Sugar Hits and Cuckoo Chicks

I was watching TV the other day; ‘The Secret Life of 4 Year Olds’. As an experiment, three children were each given a tablet to play with. From that moment every bit of physical movement, apart from the press or swipe of a finger ceased. Even the smell of marshmallows and dipping chocolate could not get the kids to look up from their screens.

It set me wondering why such powerful alchemy has not already seen the demise of the picture book. I have a vested interest of course, but even so I think there are good reasons to believe that the picture book will survive. I’m less certain about printed adult fiction, although that also seems to be holding up in the face of the touch screen.

Why do I single out picture books? Because in their case the medium which carries the storytelling really matters. A novel is squiggles on a page. In a very real sense it is already virtual. It springs to life in the merging of the writer’s and readers’ shared imagination. It doesn’t, therefore, really matter what medium carries the story so long as the device is thought of fondly. And that depends on it being so efficient that it can be ignored, effectively disappearing as the imagined world of the story comes into view.

Picture books are different. They have two different kinds of squiggles; the words and the pictures. And these have fixed spatial relationships to each other and to the page turns. These graphic relationships form an important part of the storytelling. The stories are anchored to the book itself.

When the blue balloon turns into rainbow colours at the end of the story, that is not an imagined event. It is a concrete event fixed by the illustration. In fact, to a small child, the story is the book. It might live in a special place on the bookshelf or be lost under the sofa, but it is not floating somewhere in the digital ether. It is real.

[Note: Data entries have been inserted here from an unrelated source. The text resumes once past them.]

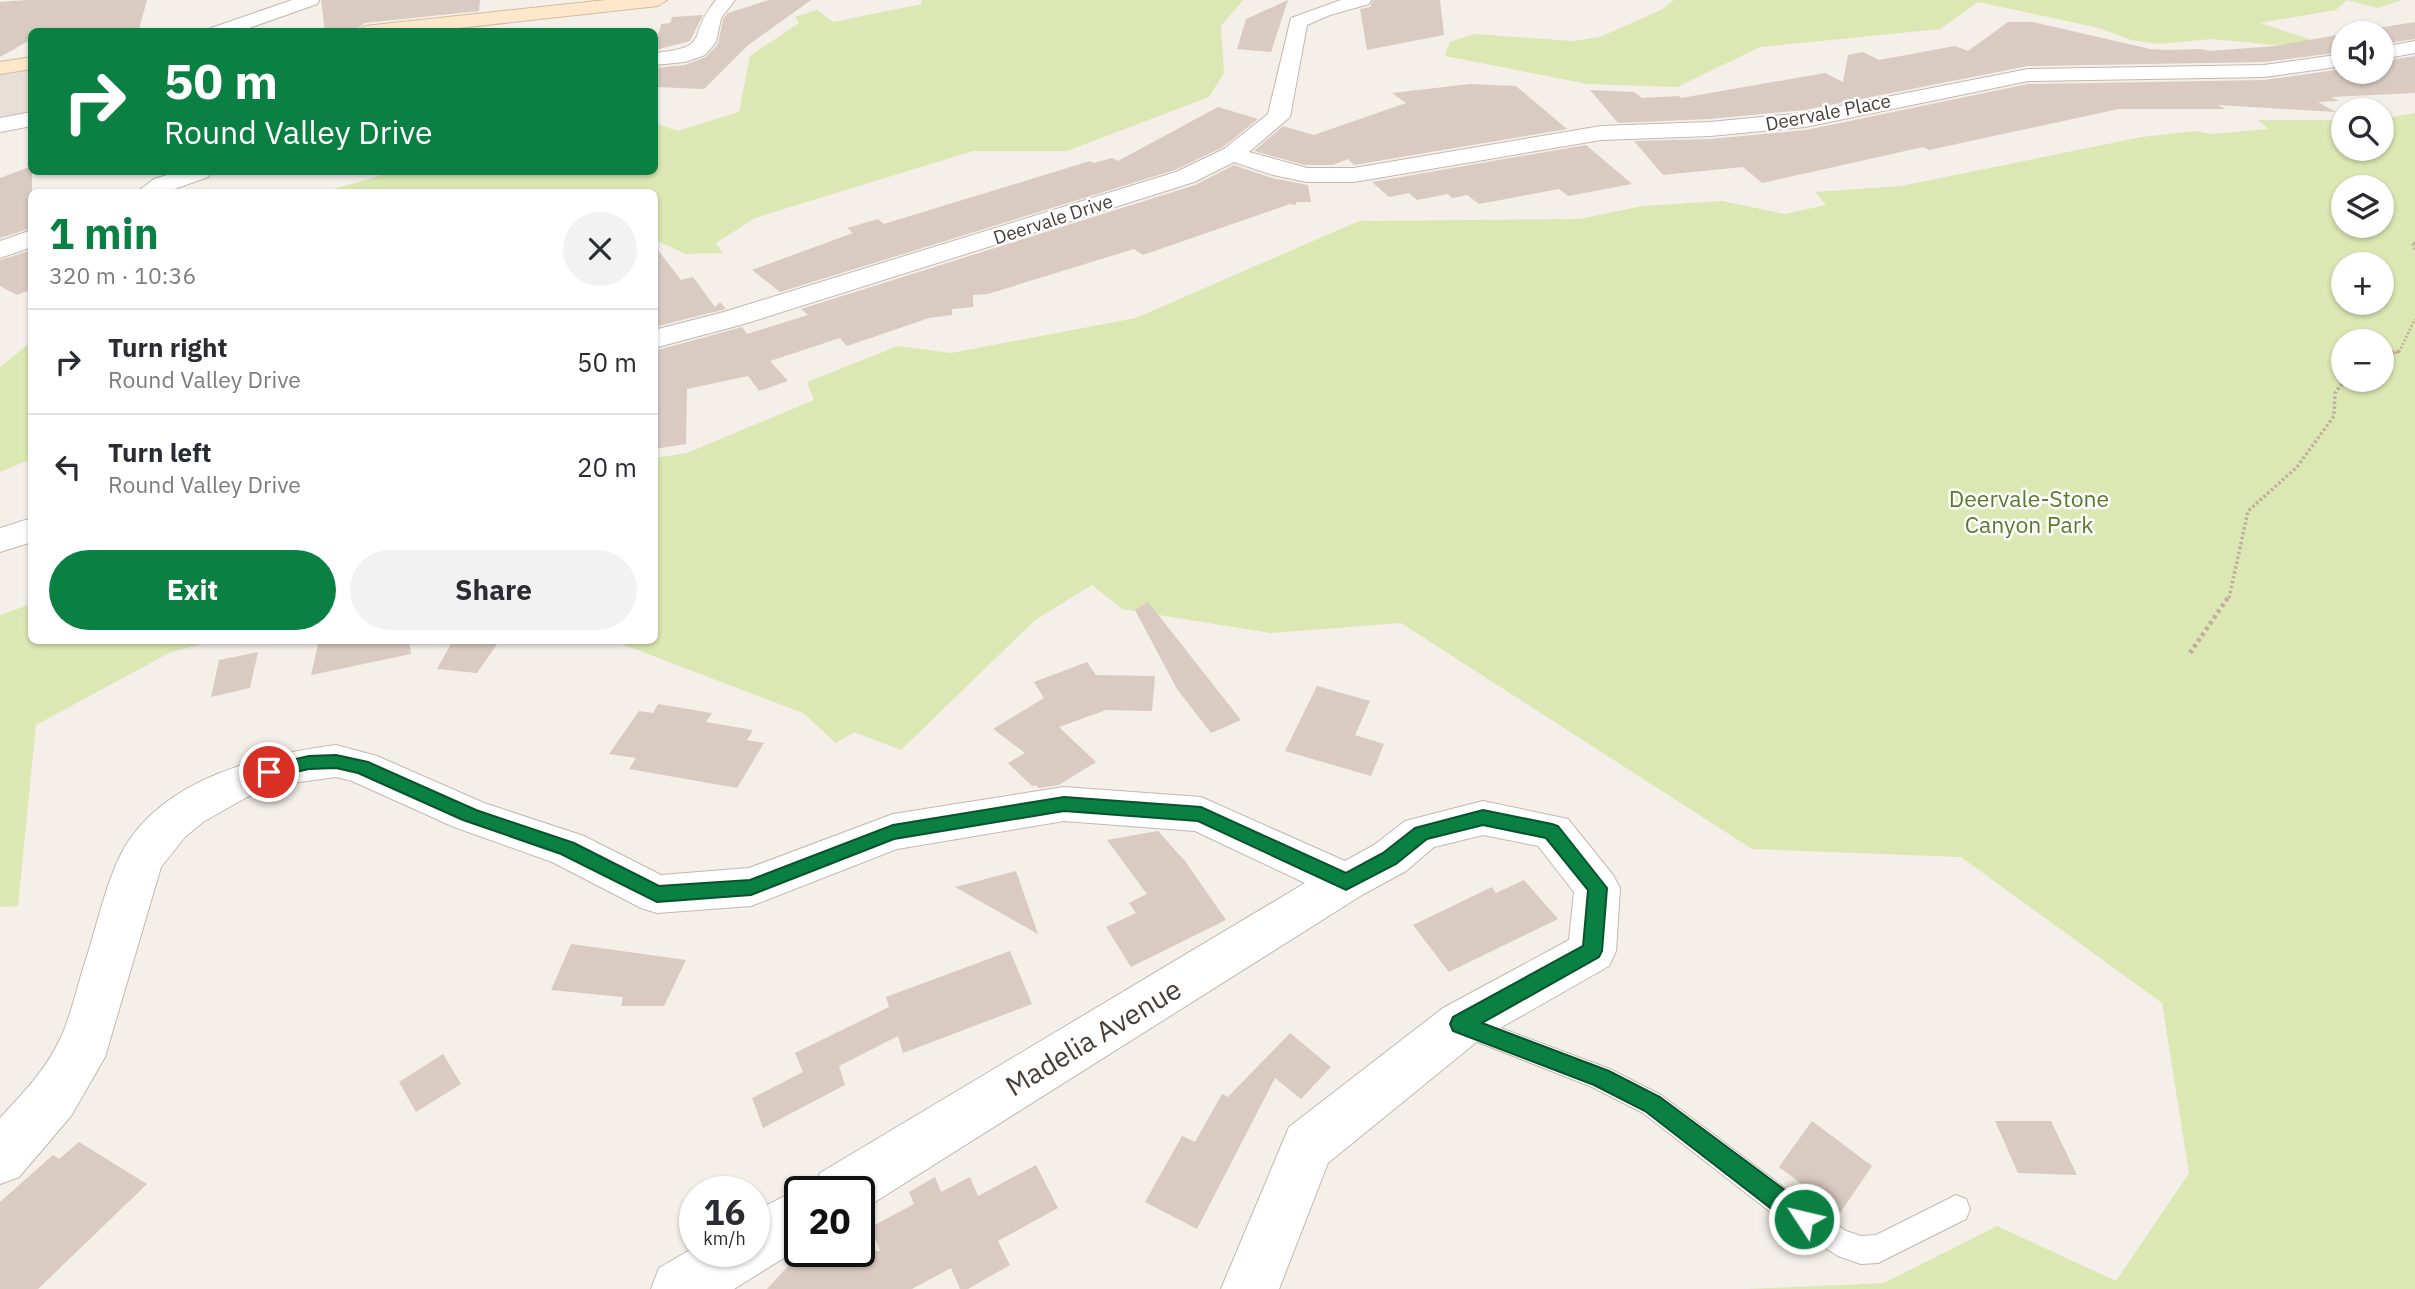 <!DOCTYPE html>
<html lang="en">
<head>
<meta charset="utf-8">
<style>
  body { margin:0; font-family:"IBM Plex Sans",sans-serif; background:#f2f2f3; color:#2b2b33; height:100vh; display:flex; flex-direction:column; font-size:26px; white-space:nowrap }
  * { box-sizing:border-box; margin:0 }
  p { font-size:23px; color:#7c7c81 }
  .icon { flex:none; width:38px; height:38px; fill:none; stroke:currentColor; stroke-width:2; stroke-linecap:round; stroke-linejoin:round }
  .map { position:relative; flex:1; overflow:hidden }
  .side { position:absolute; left:28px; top:189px; width:630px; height:455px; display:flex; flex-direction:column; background:#fff; border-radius:10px; box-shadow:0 2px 5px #0004 }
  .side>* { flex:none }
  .banner { position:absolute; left:28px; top:28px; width:630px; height:147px; border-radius:10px; box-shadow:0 2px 5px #0004; background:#0b8043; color:#fff; overflow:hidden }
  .fabs { position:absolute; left:2331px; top:21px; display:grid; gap:14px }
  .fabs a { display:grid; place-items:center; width:63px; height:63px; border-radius:50%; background:#fff; box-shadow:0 2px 5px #0004; font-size:35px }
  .speed { position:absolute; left:679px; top:1176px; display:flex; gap:14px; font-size:35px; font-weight:700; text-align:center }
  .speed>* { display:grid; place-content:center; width:91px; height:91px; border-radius:50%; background:#fff; box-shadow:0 2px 5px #0004; line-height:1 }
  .speed small { font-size:18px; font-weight:400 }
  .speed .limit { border:4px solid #111; border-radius:10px; background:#fff; color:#111 }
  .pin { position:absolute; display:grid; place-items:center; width:60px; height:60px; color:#fff; margin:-30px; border:4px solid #fff; border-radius:50%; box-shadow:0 2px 7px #0007 }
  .me { position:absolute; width:77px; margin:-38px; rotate:305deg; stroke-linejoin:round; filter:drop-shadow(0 0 5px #0008) }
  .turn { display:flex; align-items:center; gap:24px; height:147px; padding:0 21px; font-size:32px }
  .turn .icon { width:91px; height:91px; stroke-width:2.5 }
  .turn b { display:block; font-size:49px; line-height:60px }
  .round { display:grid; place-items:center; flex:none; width:74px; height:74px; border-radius:37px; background:#f2f2f3 }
  .summary { display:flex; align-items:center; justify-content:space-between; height:119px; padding:0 21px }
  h1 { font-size:42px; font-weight:700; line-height:52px; color:#0b8043 }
  .primary-button { display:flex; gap:14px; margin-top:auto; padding:14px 21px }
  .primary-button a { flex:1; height:80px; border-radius:42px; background:#0b8043; color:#fff; font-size:28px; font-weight:700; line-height:80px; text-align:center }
  .primary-button a+a { background:#f2f2f3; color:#2b2b33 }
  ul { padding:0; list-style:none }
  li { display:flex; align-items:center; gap:21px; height:105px; padding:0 21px; border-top:2px solid #e1e1e2 }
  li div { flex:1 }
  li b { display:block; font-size:26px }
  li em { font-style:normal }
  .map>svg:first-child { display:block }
  .residential { fill:#e8e0d8 }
  .green { fill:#dbe8b3; fill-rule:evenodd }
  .building { fill:#d9cbc2 }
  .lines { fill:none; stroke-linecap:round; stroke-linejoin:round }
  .service-casing { stroke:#c3b8af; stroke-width:2 }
  .minor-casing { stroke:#c3b8af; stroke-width:2 }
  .secondary-casing { stroke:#d7bb9c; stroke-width:2 }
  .path-far2 { stroke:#c2ad9d; stroke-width:2.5; stroke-dasharray:2 2; stroke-linecap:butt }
  .path-far1 { stroke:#c2ad9d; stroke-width:3.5; stroke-dasharray:2.5 2.5; stroke-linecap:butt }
  .path { stroke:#c2ad9d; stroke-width:4.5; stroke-dasharray:3.5 3.5; stroke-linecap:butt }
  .service { fill:#fff; fill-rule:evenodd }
  .minor { fill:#fff; fill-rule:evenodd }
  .secondary { fill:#fee7ca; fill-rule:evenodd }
  .route { fill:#0b8043; stroke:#07532c; stroke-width:2 }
  .labels { text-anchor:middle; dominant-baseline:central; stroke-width:5; stroke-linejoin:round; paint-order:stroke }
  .far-street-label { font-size:19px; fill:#483e38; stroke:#fff }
  .park-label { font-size:23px; fill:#597a2b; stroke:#fff }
  .near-street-label { font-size:28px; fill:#483e38; stroke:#fff }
</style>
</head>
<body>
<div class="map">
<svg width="2415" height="1289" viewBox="0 0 2415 1289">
  <rect width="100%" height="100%" fill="#f4efe9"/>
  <path class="residential" d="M31 63V116L0 122V68Z"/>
  <g class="green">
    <path d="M921 0H1243L1221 26 1224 73 1209 97 1067 151H973L755 218 716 243 723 253 686 254 655 240 654 192H324L393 172H654L655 123 677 131 739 112 750 56 799 23 795 17 817 10 833 22 922 4Z"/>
    <path d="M1674 0H2402L2378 8 2347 0 2336 10 2260 23 2318 42 2296 47 2211 39 2159 44 2131 40 2099 28 1978 2 1940 29 1760 47 1677 87 1588 84 1445 56 1450 42 1475 34 1573 41 1600 37 1661 10Z"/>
    <path d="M2415 113V1289H1747L1884 1283 1997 1226 2116 1281 2189 1173 2162 1003 1961 857 1752 849 1401 623 1271 633 1122 609 1092 585 1035 620 901 750 854 732 836 743 803 713 614 641 654 640 655 458 687 453 814 400 807 382 898 346 951 353 1136 318 1359 221 1579 219 1643 206 1722 201 1785 214 1826 205 1815 192 1901 186 2142 137 2194 131 2213 134 2268 129 2258 120H2343V149H2382V119ZM2343 187H2382V226H2343ZM2343 264H2382V303H2343ZM2343 341H2382V380H2343Z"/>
    <path d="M31 342V459L0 472V367Z"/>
    <path d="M31 604 32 640 212 641 169 653 36 725 18 906 0 907V615Z"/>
  </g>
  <g class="building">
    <path d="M26 0H147L139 29 32 32V39L0 57V2Z"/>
    <path d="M321 0H480L479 11 365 23 352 32H325Z"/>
    <path d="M769 0H811L747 46 704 89 654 87 655 68 685 65 706 57 718 44 723 19 728 13Z"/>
    <path d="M1288 0 1271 52 1237 49 1246 19Z"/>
    <path d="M1373 0H1440L1444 35 1367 50 1360 9 1370 7Z"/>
    <path d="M703 15 690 41 655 50 661 24 670 23 672 17Z"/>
    <path d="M2008 22H2033L2150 49 2167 50 2201 49 2210 51 2275 46 2343 34V52L2264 62 2028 66 1805 110 1710 119 1618 123 1590 90 1634 92 1642 98 1679 96 1681 98 1825 73 1843 82 1848 55 1863 52 1879 60 1955 46 1968 51Z"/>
    <path d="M2415 22V39L2382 44V33H2347Z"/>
    <path d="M2415 56V93L2331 97 2339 101 2318 102 2336 112 2218 105 2225 109H2119L1929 150 1923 147 1762 183 1743 167 1663 175 1634 141 1710 139 1806 130 2028 84 2264 80 2343 69V72H2382V61Z"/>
    <path d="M1470 84 1516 86 1567 129 1354 165 1348 159 1333 165H1305L1254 151 1283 126 1314 135 1406 103 1392 93Z"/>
    <path d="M1218 107 1258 119 1223 147 1175 170 780 292 752 270 853 233 847 228 878 219 884 224 1090 161 1093 163 1112 158 1118 161Z"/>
    <path d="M1586 145 1632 184 1568 196 1559 189 1479 204 1467 195 1452 198 1448 194 1417 200 1409 193 1389 197 1372 182Z"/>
    <path d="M1234 165 1272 178 1308 185 1311 202H1296V205L1290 204 1143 255 1134 249 988 294 973 295V307L952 309V315L929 318 847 346 840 338 770 361 788 381 759 391 748 376 687 389 686 444 654 449V351L742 327 747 334 808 315 801 309 1195 185Z"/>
    <path d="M32 166V228L0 238V178Z"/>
    <path d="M654 245 681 280 693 277 715 307 720 302 726 309 654 327Z"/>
    <path d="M32 250V289L17 295 0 286V260Z"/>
    <path d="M1148 602 1241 720 1211 733 1177 689 1135 610Z"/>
    <path d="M319 640H409L411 654 311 675Z"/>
    <path d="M453 640H500L477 673 437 669Z"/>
    <path d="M258 652 250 688 211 697 219 660Z"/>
    <path d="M1087 662 1096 675 1155 676 1152 711 1106 710 1059 727 1096 762 1059 785 1039 788 1035 785 1032 786 1008 763 1025 753 993 729 1044 698 1034 682Z"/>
    <path d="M1317 686 1370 701 1355 735 1384 744 1371 776 1285 751Z"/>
    <path d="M658 704 712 713 706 722 753 730 747 740 764 743 737 788 629 769 636 758 609 754 639 711 653 713Z"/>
    <path d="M1158 831 1185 861 1226 920 1131 967 1106 927 1136 913 1129 903 1147 894 1107 840Z"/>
    <path d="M1016 871 1038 934 955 887Z"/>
    <path d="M1524 880 1558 919 1449 972 1413 925 1492 887 1496 893Z"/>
    <path d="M571 944 686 960 664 1006H621L623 997 551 990Z"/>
    <path d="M1010 951 1032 1004 903 1053 898 1036 839 1066 845 1085 763 1128 752 1098 803 1072 795 1053 889 1007 886 997Z"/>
    <path d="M1290 1033 1331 1067 1301 1099 1275 1078 1197 1229 1145 1202 1182 1136 1195 1142 1222 1094 1228 1097Z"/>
    <path d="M443 1054 461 1084 416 1112 399 1082Z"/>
    <path d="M1812 1121 1872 1166 1840 1213 1779 1167Z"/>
    <path d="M1995 1121H2051L2077 1175 2018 1173Z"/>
    <path d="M79 1142 147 1184 38 1289H0V1202L53 1155 59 1159Z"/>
    <path d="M1036 1165 1058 1208 998 1241 1010 1265 968 1289H960L951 1268 912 1289H767L802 1251H880L871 1227 914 1204 909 1192 935 1177 941 1192 970 1177 978 1196Z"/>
  </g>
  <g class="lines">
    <g class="service-casing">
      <path id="service" d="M1466 1015 1610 1069 1661 1095 1798 1198 1846 1231 1861 1236 1876 1235 1956 1195 1966 1199 1970 1209 1966 1219 1878 1263 1861 1264 1838 1256 1778 1218 1643 1113 1592 1087 1457 1034 1453 1026 1457 1018Z"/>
    </g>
    <g class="minor-casing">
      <g id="minor">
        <path d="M292 0H319L317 4 238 32H208L211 28Z"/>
        <path d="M716 0H735L721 18 716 42 705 55 685 62 654 65V53C714 47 685 37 716 0Z"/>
        <path d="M1341 0H1371L1369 4 1330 15 1307 25 1290 117 1249 152 1307 168H1354L1601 126 1710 122 1805 113 2028 69 2264 65 2343 54V66L2264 77 2028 81 1805 127 1710 136 1601 140 1354 182H1307L1273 175 1234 162 1194 182 744 324 654 348V330L724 312 1176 172 1224 149 1268 114 1291 18Z"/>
        <path d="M2415 41V53L2382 59V47Z"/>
        <path d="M32 112V126L0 132V118Z"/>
        <path d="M177 172H211L208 177 166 192H137L154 179Z"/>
        <path d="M32 230V247L0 258V241Z"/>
        <path d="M32 518V542L0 552V528Z"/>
        <path d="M336 745 377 756 484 803 584 836 661 875 749 868 893 814 1064 787 1201 797 1345 861 1374 845 1405 821 1483 801 1568 819 1613 875 1620 888 1616 951 1609 966 1479 1040 1328 1163 1279 1289H1221L1289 1127 1443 1008 1569 940 1574 892 1538 846 1483 835 1434 847 1406 871 1362 895 859 1212V1192H813L820 1173 1305 883 1195 831 1064 821 897 849 751 906 657 913 641 908 552 862 454 827 352 781 336 777 285 784 247 797 203 822 185 837 161 867 105 1057 71 1116 19 1177 0 1184V1118C20 1096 42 1074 56 1047 71 1020 77 985 87 956 98 922 106 882 123 850 164 778 261 755 336 745Z"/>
        <path d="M800 1188 809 1192H800V1248L734 1289H651L659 1268 695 1247V1251H754V1212Z"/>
      </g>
    </g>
    <g class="secondary-casing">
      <g id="secondary">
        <path d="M606 0H667L658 6 423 32H355L365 26Z"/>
        <path d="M32 57V69L0 74V62Z"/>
      </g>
    </g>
    <g class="path-far2">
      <path d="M2415 243H2412L2415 251"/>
      <path d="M2395 353 2399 352 2415 319"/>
    </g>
    <g class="path-far1">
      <path d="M2382 355 2400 351"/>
      <path d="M2229 598 2248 511 2297 467 2334 416 2335 393 2345 380"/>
    </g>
    <path class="path" d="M2190 653 2229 596"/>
    <use href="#service" class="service"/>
    <use href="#minor" class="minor"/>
    <use href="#secondary" class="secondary"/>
  </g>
  <path class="route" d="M336 755 368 762 476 810 574 843 659 886 750 880 893 825 1064 797 1201 807 1346 873 1383 853 1415 828 1483 810 1552 824 1558 826 1607 888 1602 951 1599 957 1482 1023 1609 1071 1660 1097 1813 1211 1816 1219 1813 1228 1804 1231 1796 1228 1645 1111 1594 1085 1453 1031 1450 1024 1453 1017 1583 946 1588 890 1546 838 1483 825 1427 839 1396 864 1346 890 1198 821 1064 811 894 839 751 895 657 902 561 854 463 820 358 773 336 768 309 769 269 778 263 776 260 772 263 767 269 765 309 756Z"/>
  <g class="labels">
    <g class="far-street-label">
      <text transform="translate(1828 112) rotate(-11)">Deervale Place</text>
      <text transform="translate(1053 219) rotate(-18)">Deervale Drive</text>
    </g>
    <g class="park-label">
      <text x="2029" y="498">Deervale-Stone<tspan x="2029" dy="26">Canyon Park</tspan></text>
    </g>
    <g class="near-street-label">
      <text transform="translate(1093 1037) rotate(-31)">Madelia Avenue</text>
    </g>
  </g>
</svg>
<div class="fabs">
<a><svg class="icon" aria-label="sound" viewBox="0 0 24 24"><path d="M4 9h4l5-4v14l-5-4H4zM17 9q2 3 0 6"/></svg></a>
<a><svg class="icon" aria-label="search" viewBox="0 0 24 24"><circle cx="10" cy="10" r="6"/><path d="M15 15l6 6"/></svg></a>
<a><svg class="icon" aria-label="layers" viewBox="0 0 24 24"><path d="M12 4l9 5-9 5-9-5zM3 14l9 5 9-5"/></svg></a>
<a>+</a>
<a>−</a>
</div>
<div class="speed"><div>16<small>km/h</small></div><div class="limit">20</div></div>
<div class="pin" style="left:269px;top:772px;background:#d93025"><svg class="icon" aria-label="arrive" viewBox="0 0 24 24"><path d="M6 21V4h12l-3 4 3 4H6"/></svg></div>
<svg class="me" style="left:1804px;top:1219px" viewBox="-20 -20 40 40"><circle r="17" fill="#0b8043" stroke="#fff" stroke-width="3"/><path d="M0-11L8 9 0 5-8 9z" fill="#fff"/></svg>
<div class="banner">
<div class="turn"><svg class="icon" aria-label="right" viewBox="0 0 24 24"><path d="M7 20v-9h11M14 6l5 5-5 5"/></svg><div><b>50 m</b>Round Valley Drive</div></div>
</div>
<section class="side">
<div class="summary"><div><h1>1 min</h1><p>320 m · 10:36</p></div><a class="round"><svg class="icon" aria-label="close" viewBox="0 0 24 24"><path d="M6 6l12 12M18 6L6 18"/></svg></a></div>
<ul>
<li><svg class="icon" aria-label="right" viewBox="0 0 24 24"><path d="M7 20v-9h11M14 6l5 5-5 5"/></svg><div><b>Turn right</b><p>Round Valley Drive</p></div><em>50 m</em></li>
<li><svg class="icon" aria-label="left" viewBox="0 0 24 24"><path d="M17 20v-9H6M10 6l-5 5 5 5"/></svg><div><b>Turn left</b><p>Round Valley Drive</p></div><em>20 m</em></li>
</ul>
<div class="primary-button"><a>Exit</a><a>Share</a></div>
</section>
</div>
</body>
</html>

So the story binds to the book and is entire and discrete. It cannot be added to or subtracted from. And unlike an event on a tablet it does not have to rent a timeshare of the screen until one of a million alternative choices replaces it. This physical reality gives it heft which translates into value, both as a commercial object and in the mind of the child, where at best it assumes special status.

A story lovingly crafted into the pages of a picture book will only take a few minutes to read, but it will be read repeatedly. It will hopefully become a little dog-eared. It will somehow gain value over time.

But surely digital media would elevate The Blue Balloon? It could open up all kinds of interactivity, virtually expanding the reach of the book’s pull-out pages? Yes it could. It could introduce animation. And sound. It could offer alternative endings. It could teach children their colours. It could fill each virtual page with buttons to press. It could do a million exciting things that ‘add value’. In fact, if it didn’t offer all that excitement how would it compete with the digital games on the same device?

But that is the point. Throughout human history stories have mirrored the course of real life, each offering only one linear reality; no optional endings and no distractions. A story’s primary purpose and its central appeal has always been to relate what happened next. The experience is as familiar to us as the oxygen we breathe and so we take it for granted. But it relies on a fragile contract between the storyteller and the reader. ‘You sit down and listen – and I will tell you what happened’.

Suspended disbelief requires a certain quietness. Interactivity taken to the extreme of offering alternative outcomes and reader input usurps the authority of the storyteller and severs that strange and primal bond. It destroys story. I think that is at least part of the reason why tablets are not the automatic replacement for picture books that they first seemed.

But I have one huge caveat. Touch screens are brilliant. Dazzlingly so. Their user-friendliness is devastatingly solicitous. They are sugar hits. They are attention seekers. They are time gobblers. Given the choice children will pretty much always choose them over anything else. It is entirely possible that, like cuckoo chicks, they will elbow out picture books along with exercise and much else besides, simply by eating up time.

So like marshmallows and dipping chocolate they need to be rationed. For storytelling with pictures, let children be mesmerised by the picture book, not by the touch screen. Then when the story comes to an end there will be no endless stream of swipes and presses clamouring for attention. And it will be time for bed.

Mick Inkpen is one of today’s most popular picture book author/illustrators and the famous creator of both Kipper and Wibbly Pig. Mick has won the Children’s Book Award for Threadbear and the British Book Award twice, for Penguin Small and Lullabyhullaballoo. Kipper won a BAFTA for Best Animated Film. The year 2019 sees the 30th Anniversary of Kipper’s debut appearance in The Blue Balloon.